Purpose: Our research program aims at understanding the fundamental question of how mitochondria, the power plants of the cells break into small pieces during PKD.

This knowledge is essential 1) to explain how specific disease-causing mutations lead to the reorganization of cellular structure and metabolism; 2) to develop therapies that protect mitochondria and thereby slow or stop the dire consequences of PKD, including cyst formation and fibrosis.

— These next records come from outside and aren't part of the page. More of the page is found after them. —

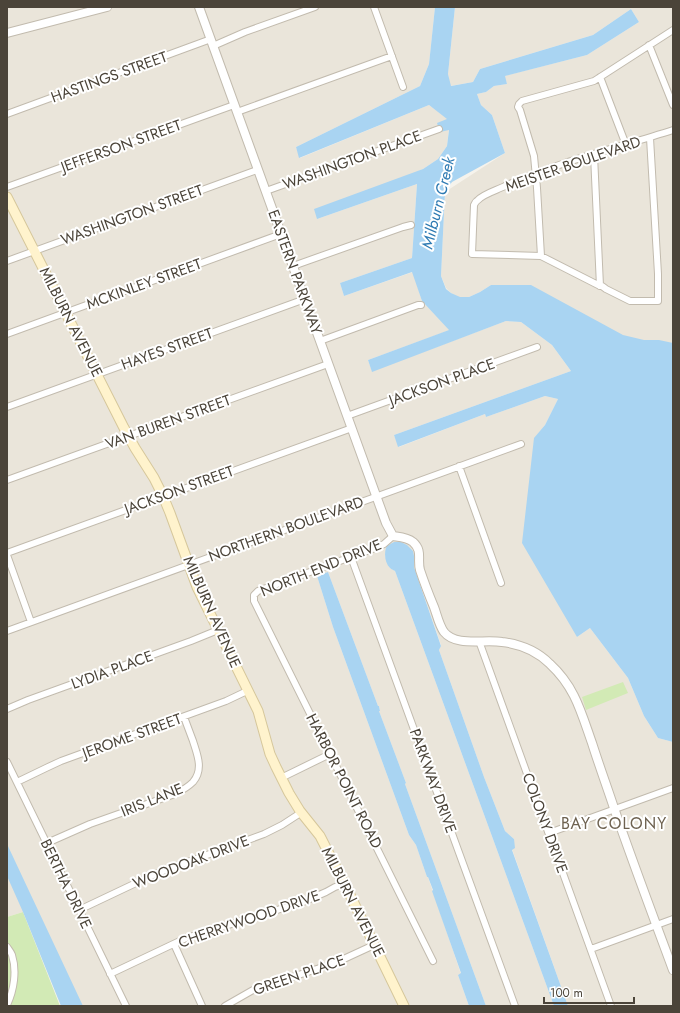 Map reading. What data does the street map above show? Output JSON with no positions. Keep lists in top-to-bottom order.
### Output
{
  "streets": {
    "main road": ["MILBURN AVENUE"],
    "street": [
      "HASTINGS STREET",
      "JEFFERSON STREET",
      "WASHINGTON PLACE",
      "MEISTER BOULEVARD",
      "WASHINGTON STREET",
      "EASTERN PARKWAY",
      "MCKINLEY STREET",
      "HAYES STREET",
      "JACKSON PLACE",
      "VAN BUREN STREET",
      "JACKSON STREET",
      "NORTHERN BOULEVARD",
      "NORTH END DRIVE",
      "LYDIA PLACE",
      "JEROME STREET",
      "HARBOR POINT ROAD",
      "PARKWAY DRIVE",
      "IRIS LANE",
      "COLONY DRIVE",
      "WOODOAK DRIVE",
      "BERTHA DRIVE",
      "CHERRYWOOD DRIVE",
      "GREEN PLACE"
    ]
  },
  "crossings": [
    ["HASTINGS STREET", "EASTERN PARKWAY"],
    ["JEFFERSON STREET", "EASTERN PARKWAY"],
    ["WASHINGTON PLACE", "EASTERN PARKWAY"],
    ["WASHINGTON STREET", "EASTERN PARKWAY"],
    ["WASHINGTON STREET", "MILBURN AVENUE"],
    ["EASTERN PARKWAY", "MCKINLEY STREET"],
    ["EASTERN PARKWAY", "HAYES STREET"],
    ["EASTERN PARKWAY", "JACKSON PLACE"],
    ["EASTERN PARKWAY", "VAN BUREN STREET"],
    ["EASTERN PARKWAY", "JACKSON STREET"],
    ["EASTERN PARKWAY", "NORTHERN BOULEVARD"],
    ["EASTERN PARKWAY", "NORTH END DRIVE"],
    ["MCKINLEY STREET", "MILBURN AVENUE"],
    ["MILBURN AVENUE", "HAYES STREET"],
    ["MILBURN AVENUE", "VAN BUREN STREET"],
    ["MILBURN AVENUE", "JACKSON STREET"],
    ["MILBURN AVENUE", "NORTHERN BOULEVARD"],
    ["MILBURN AVENUE", "LYDIA PLACE"],
    ["MILBURN AVENUE", "JEROME STREET"],
    ["MILBURN AVENUE", "WOODOAK DRIVE"],
    ["MILBURN AVENUE", "CHERRYWOOD DRIVE"],
    ["MILBURN AVENUE", "GREEN PLACE"],
    ["NORTH END DRIVE", "HARBOR POINT ROAD"],
    ["NORTH END DRIVE", "PARKWAY DRIVE"],
    ["JEROME STREET", "IRIS LANE"],
    ["JEROME STREET", "BERTHA DRIVE"],
    ["IRIS LANE", "BERTHA DRIVE"],
    ["WOODOAK DRIVE", "BERTHA DRIVE"],
    ["BERTHA DRIVE", "CHERRYWOOD DRIVE"]
  ],
  "districts": ["BAY COLONY"],
  "water": ["Milburn Creek"],
  "scale_bar": "100 m"
} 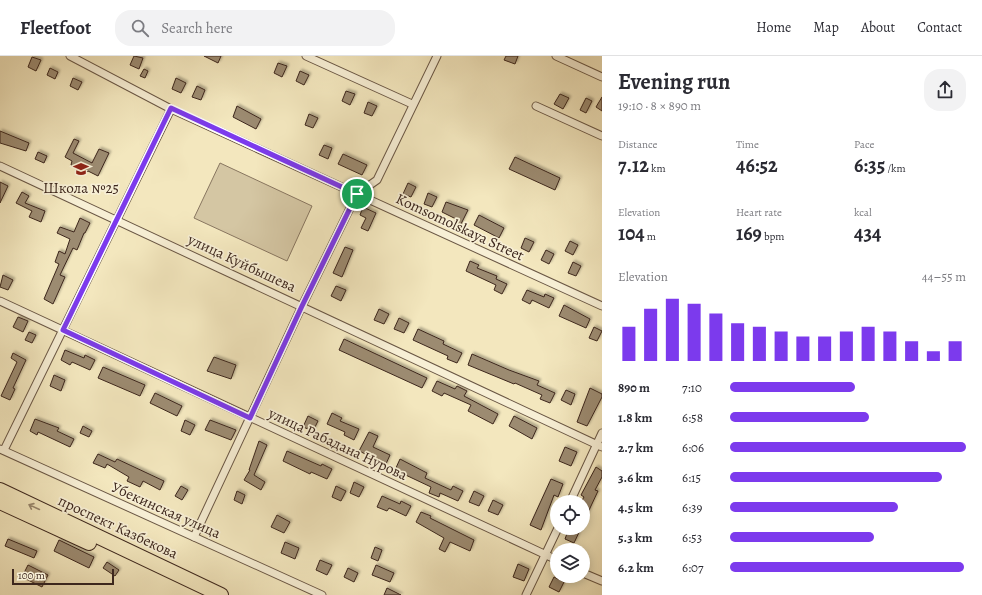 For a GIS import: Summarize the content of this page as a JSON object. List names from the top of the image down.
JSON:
{
  "streets": {
    "highway": ["проспект Казбекова"],
    "street": [
      "Komsomolskaya Street",
      "улица Куйбышева",
      "улица Рабадана Нурова",
      "Убекинская улица"
    ]
  },
  "places": {
    "school or university": ["Школа №25"]
  },
  "scale_bar": "100 m",
  "page": {
    "header": "Fleetfoot",
    "search": "Search here",
    "nav": [
      "Home",
      "Map",
      "About",
      "Contact"
    ],
    "heading": ["Evening run", "19:10 · 8 × 890 m"],
    "stats": [
      ["Distance", "7.12 km"],
      ["Time", "46:52"],
      ["Pace", "6:35 /km"],
      ["Elevation", "104 m"],
      ["Heart rate", "169 bpm"],
      ["kcal", "434"]
    ],
    "chart": ["Elevation", "44–55 m"],
    "list": [
      {
        "name": "890 m",
        "note": "7:10"
      },
      {
        "name": "1.8 km",
        "note": "6:58"
      },
      {
        "name": "2.7 km",
        "note": "6:06"
      },
      {
        "name": "3.6 km",
        "note": "6:15"
      },
      {
        "name": "4.5 km",
        "note": "6:39"
      },
      {
        "name": "5.3 km",
        "note": "6:53"
      },
      {
        "name": "6.2 km",
        "note": "6:07"
      }
    ],
    "scale": "100 m"
  }
} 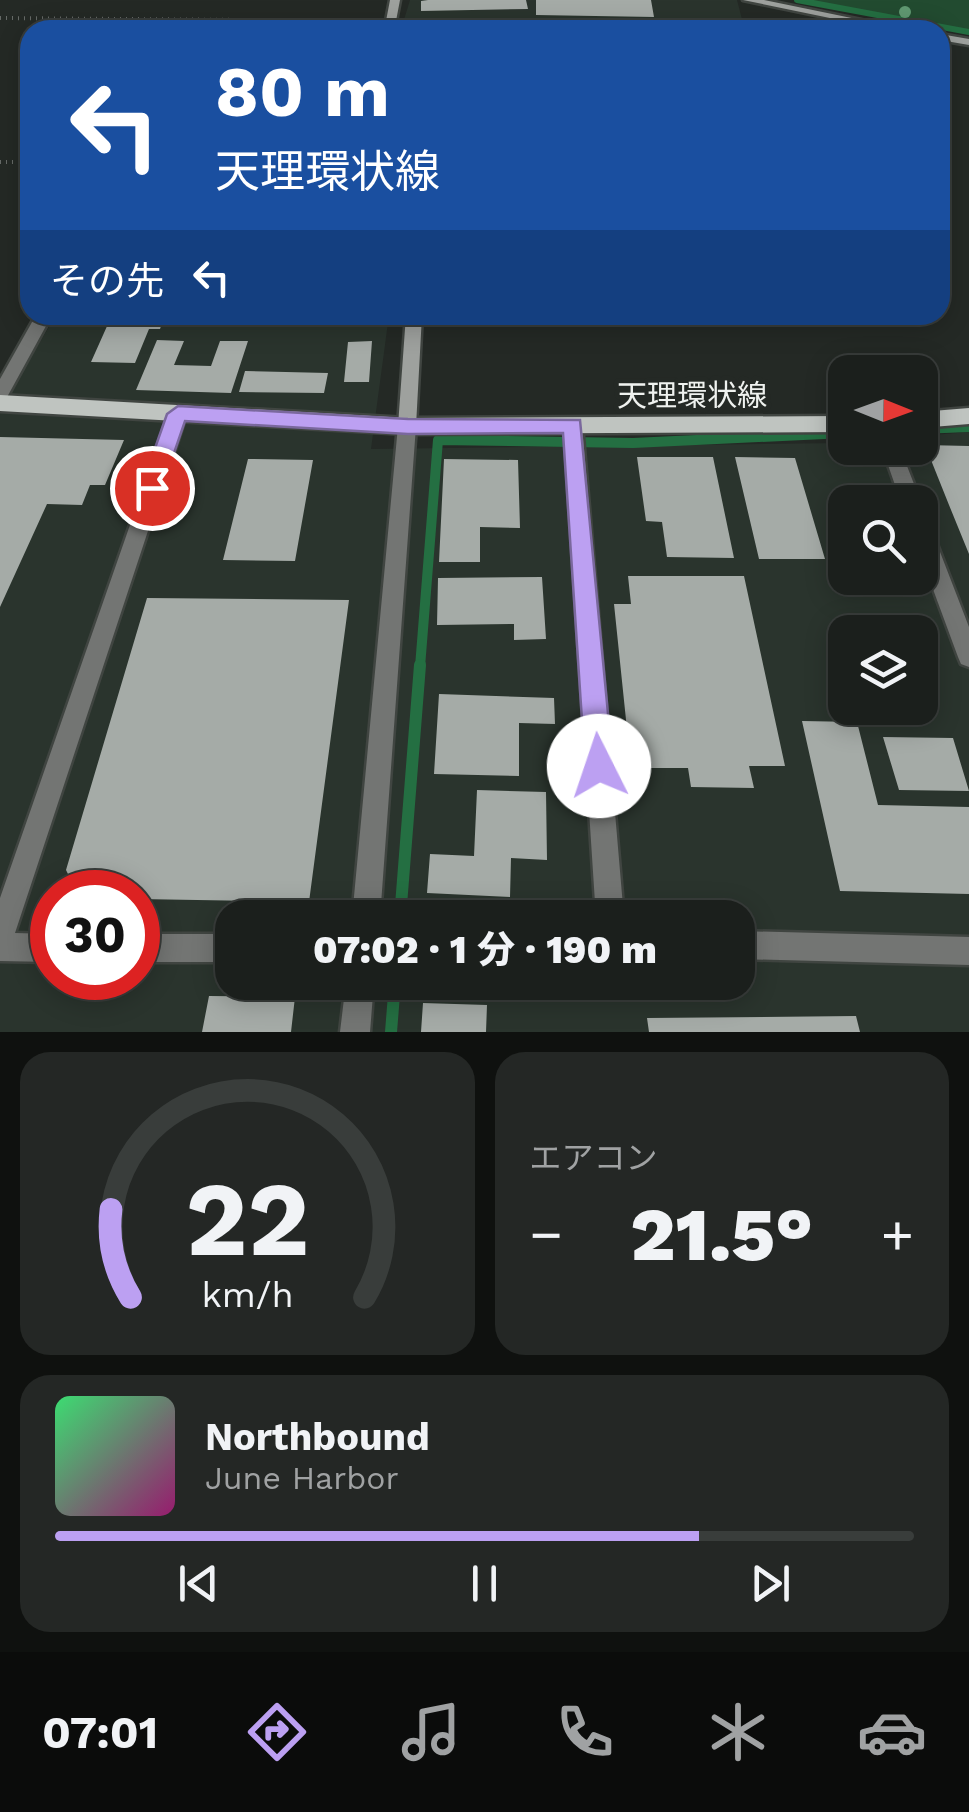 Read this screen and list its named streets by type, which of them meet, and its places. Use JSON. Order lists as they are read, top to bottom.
{
  "streets": {
    "main road": ["天理環状線"]
  },
  "north": "right",
  "page": {
    "turn": ["80 m", "天理環状線"],
    "then": "その先",
    "limit": "30",
    "trip": "07:02 · 1 分 · 190 m",
    "tile": "エアコン",
    "heat": ["−", "21.5°", "+"],
    "song": ["Northbound", "June Harbor"],
    "tabs": "07:01",
    "gauge": ["22", "km/h"]
  }
} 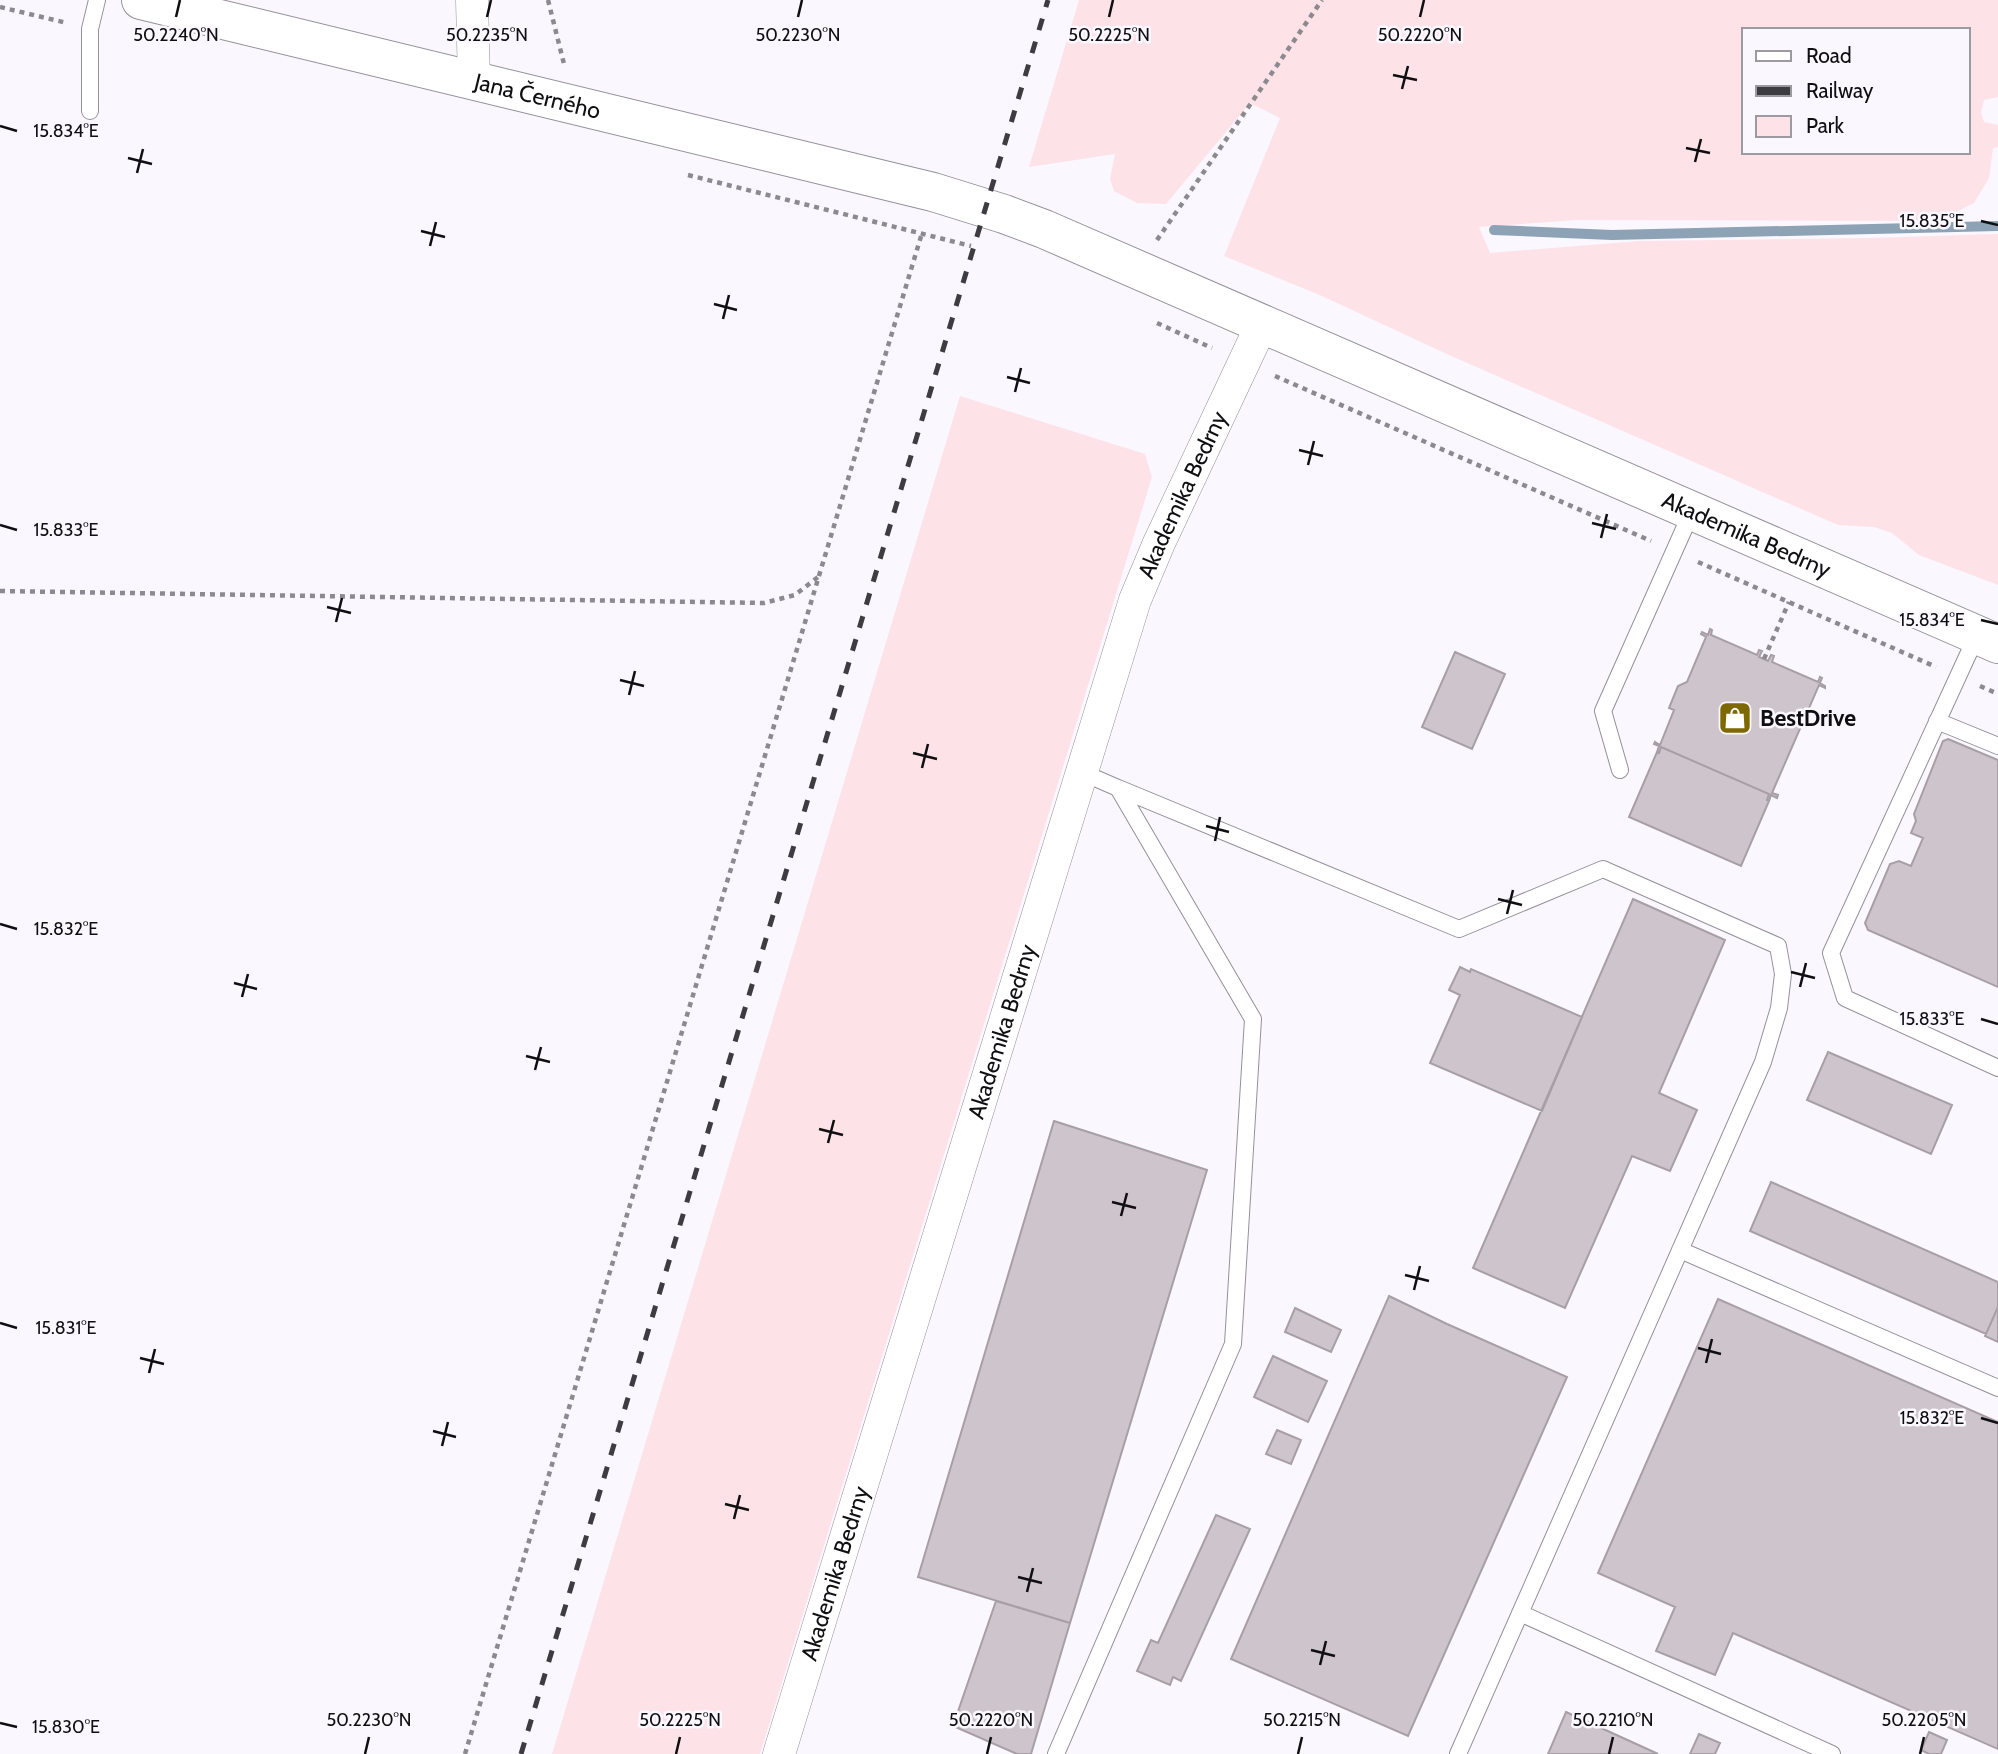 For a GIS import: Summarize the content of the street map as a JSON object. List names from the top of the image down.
{
  "streets": {
    "street": ["Jana Černého", "Akademika Bedrny"]
  },
  "crossings": [
    ["Jana Černého", "Akademika Bedrny"]
  ],
  "places": {
    "shop": ["BestDrive"]
  },
  "legend": ["Road", "Railway", "Park"],
  "coordinates": [
    "50.2240°N",
    "50.2235°N",
    "50.2230°N",
    "50.2225°N",
    "50.2220°N",
    "15.834°E",
    "15.835°E",
    "15.833°E",
    "15.832°E",
    "15.831°E",
    "50.2215°N",
    "50.2210°N",
    "50.2205°N",
    "15.830°E"
  ]
}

Approaches and Methods: Our previous studies have characterized key cellular mechanisms underlying kidney fibrosis. We have shown that changes in the cell’s skeleton (cytoskeleton) play a major role in turning healthy kidney cells to scar-inducing cells. We found that injury activates a central cell skeleton-reorganizing molecule, called RhoA. Interestingly, the loss of PC1/2 also activates RhoA. Moreover, our recent findings suggest that RhoA activation and the consequent cascade of events may be central to fragmentation of mitochondria as well. Thus, we wish to find out how RhoA is activated in PKD and how that leads to reshaping of mitochondria. To achieve these goals, we will use a host of modern biochemical and cell biological techniques. We will not only genetically eliminate PC1 or PC2 from normal kidney cells, but will also culture kidney cells from PKD patients, isolated by our collaborators (Drs. Wandinger-Ness and Bacallao). Using these and extending our long-term collaboration with Dr. Szaszi, we will identify molecules that connect PC1/2 to the regulation of the cell’s skeleton and the latter to mitochondria. These unique, state-of-the art tools will enable us to uncover a new pathway that may be critically important in PKD. We will also test whether and how various drugs that prevent the reorganization of the cell’s skeleton can recuse mitochondria and restore their normal shape and function.

Outcomes and Conclusions: Our studies will unravel a hitherto unrecognized mechanism that may have a fundamental role in PKD. They will unravel how a major metabolic organelle is disrupted in the most common genetic disorder of the kidney and how this phenomenon contributes to the central features of PKD. Our studies will also pave the road to novel, mitochondrion-protective drug therapies, ameliorating PKD.

Patient engagement: In addition to publishing our data in scientific journals, we will organize reach-out sessions to highlight our goals and results for the community of PKD patients. We can get excellent help for this endeavor from the Kidney Foundation of Canada and the PKD Consortium in the USA. We wish to communicate how basic science strives to improve the conditions and prognosis of people living with PKD.